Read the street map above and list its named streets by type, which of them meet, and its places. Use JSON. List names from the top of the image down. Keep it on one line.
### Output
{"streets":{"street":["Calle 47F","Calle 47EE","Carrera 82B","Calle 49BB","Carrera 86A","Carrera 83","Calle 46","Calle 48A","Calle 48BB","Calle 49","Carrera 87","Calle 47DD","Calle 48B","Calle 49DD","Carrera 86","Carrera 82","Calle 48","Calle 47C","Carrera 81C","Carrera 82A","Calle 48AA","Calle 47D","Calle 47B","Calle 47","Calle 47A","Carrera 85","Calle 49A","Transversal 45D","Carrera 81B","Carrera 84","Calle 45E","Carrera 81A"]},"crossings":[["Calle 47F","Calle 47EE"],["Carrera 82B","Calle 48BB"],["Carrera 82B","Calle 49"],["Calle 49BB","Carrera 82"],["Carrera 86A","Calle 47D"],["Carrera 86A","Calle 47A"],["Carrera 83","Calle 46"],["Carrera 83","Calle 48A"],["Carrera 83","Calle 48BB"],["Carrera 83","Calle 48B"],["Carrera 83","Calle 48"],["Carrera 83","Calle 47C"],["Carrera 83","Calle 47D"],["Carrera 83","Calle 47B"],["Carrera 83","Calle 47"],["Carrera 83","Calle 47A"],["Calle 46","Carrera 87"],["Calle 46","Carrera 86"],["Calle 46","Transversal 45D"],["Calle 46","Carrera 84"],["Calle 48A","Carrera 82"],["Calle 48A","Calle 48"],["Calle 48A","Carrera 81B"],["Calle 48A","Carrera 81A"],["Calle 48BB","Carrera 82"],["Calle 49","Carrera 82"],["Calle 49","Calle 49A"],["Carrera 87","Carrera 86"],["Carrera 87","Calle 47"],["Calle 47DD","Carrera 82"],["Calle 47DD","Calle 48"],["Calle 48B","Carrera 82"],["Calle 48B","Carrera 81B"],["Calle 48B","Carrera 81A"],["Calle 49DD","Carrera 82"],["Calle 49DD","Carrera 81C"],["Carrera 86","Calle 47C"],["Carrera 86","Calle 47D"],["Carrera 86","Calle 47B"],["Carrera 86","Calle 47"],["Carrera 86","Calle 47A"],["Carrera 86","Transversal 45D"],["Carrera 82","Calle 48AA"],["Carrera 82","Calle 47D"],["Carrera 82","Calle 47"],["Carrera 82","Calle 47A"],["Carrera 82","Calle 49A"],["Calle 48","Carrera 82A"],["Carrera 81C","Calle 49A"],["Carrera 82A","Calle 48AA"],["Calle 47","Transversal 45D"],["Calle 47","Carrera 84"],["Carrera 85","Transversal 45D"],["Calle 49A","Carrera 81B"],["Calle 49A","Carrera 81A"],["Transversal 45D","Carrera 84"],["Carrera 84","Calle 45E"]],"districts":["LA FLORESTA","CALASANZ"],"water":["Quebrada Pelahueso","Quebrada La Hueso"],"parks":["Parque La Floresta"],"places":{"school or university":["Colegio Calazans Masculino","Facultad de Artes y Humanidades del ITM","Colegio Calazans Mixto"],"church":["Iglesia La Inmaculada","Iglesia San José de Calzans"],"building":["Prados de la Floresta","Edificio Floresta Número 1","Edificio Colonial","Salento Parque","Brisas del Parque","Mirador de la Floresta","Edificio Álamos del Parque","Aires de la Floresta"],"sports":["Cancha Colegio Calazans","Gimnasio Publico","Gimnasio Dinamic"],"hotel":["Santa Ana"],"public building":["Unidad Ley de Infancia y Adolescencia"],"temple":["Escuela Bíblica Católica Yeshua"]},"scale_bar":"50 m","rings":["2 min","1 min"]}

**PROBLEM**
Return the listing in full, exactly.

**RESPONSE TO THIS EXERCISE**
Read the street map above and list its named streets by type, which of them meet, and its places. Use JSON. List names from the top of the image down. Keep it on one line.
### Output
{"streets":{"street":["Calle 47F","Calle 47EE","Carrera 82B","Calle 49BB","Carrera 86A","Carrera 83","Calle 46","Calle 48A","Calle 48BB","Calle 49","Carrera 87","Calle 47DD","Calle 48B","Calle 49DD","Carrera 86","Carrera 82","Calle 48","Calle 47C","Carrera 81C","Carrera 82A","Calle 48AA","Calle 47D","Calle 47B","Calle 47","Calle 47A","Carrera 85","Calle 49A","Transversal 45D","Carrera 81B","Carrera 84","Calle 45E","Carrera 81A"]},"crossings":[["Calle 47F","Calle 47EE"],["Carrera 82B","Calle 48BB"],["Carrera 82B","Calle 49"],["Calle 49BB","Carrera 82"],["Carrera 86A","Calle 47D"],["Carrera 86A","Calle 47A"],["Carrera 83","Calle 46"],["Carrera 83","Calle 48A"],["Carrera 83","Calle 48BB"],["Carrera 83","Calle 48B"],["Carrera 83","Calle 48"],["Carrera 83","Calle 47C"],["Carrera 83","Calle 47D"],["Carrera 83","Calle 47B"],["Carrera 83","Calle 47"],["Carrera 83","Calle 47A"],["Calle 46","Carrera 87"],["Calle 46","Carrera 86"],["Calle 46","Transversal 45D"],["Calle 46","Carrera 84"],["Calle 48A","Carrera 82"],["Calle 48A","Calle 48"],["Calle 48A","Carrera 81B"],["Calle 48A","Carrera 81A"],["Calle 48BB","Carrera 82"],["Calle 49","Carrera 82"],["Calle 49","Calle 49A"],["Carrera 87","Carrera 86"],["Carrera 87","Calle 47"],["Calle 47DD","Carrera 82"],["Calle 47DD","Calle 48"],["Calle 48B","Carrera 82"],["Calle 48B","Carrera 81B"],["Calle 48B","Carrera 81A"],["Calle 49DD","Carrera 82"],["Calle 49DD","Carrera 81C"],["Carrera 86","Calle 47C"],["Carrera 86","Calle 47D"],["Carrera 86","Calle 47B"],["Carrera 86","Calle 47"],["Carrera 86","Calle 47A"],["Carrera 86","Transversal 45D"],["Carrera 82","Calle 48AA"],["Carrera 82","Calle 47D"],["Carrera 82","Calle 47"],["Carrera 82","Calle 47A"],["Carrera 82","Calle 49A"],["Calle 48","Carrera 82A"],["Carrera 81C","Calle 49A"],["Carrera 82A","Calle 48AA"],["Calle 47","Transversal 45D"],["Calle 47","Carrera 84"],["Carrera 85","Transversal 45D"],["Calle 49A","Carrera 81B"],["Calle 49A","Carrera 81A"],["Transversal 45D","Carrera 84"],["Carrera 84","Calle 45E"]],"districts":["LA FLORESTA","CALASANZ"],"water":["Quebrada Pelahueso","Quebrada La Hueso"],"parks":["Parque La Floresta"],"places":{"school or university":["Colegio Calazans Masculino","Facultad de Artes y Humanidades del ITM","Colegio Calazans Mixto"],"church":["Iglesia La Inmaculada","Iglesia San José de Calzans"],"building":["Prados de la Floresta","Edificio Floresta Número 1","Edificio Colonial","Salento Parque","Brisas del Parque","Mirador de la Floresta","Edificio Álamos del Parque","Aires de la Floresta"],"sports":["Cancha Colegio Calazans","Gimnasio Publico","Gimnasio Dinamic"],"hotel":["Santa Ana"],"public building":["Unidad Ley de Infancia y Adolescencia"],"temple":["Escuela Bíblica Católica Yeshua"]},"scale_bar":"50 m","rings":["2 min","1 min"]}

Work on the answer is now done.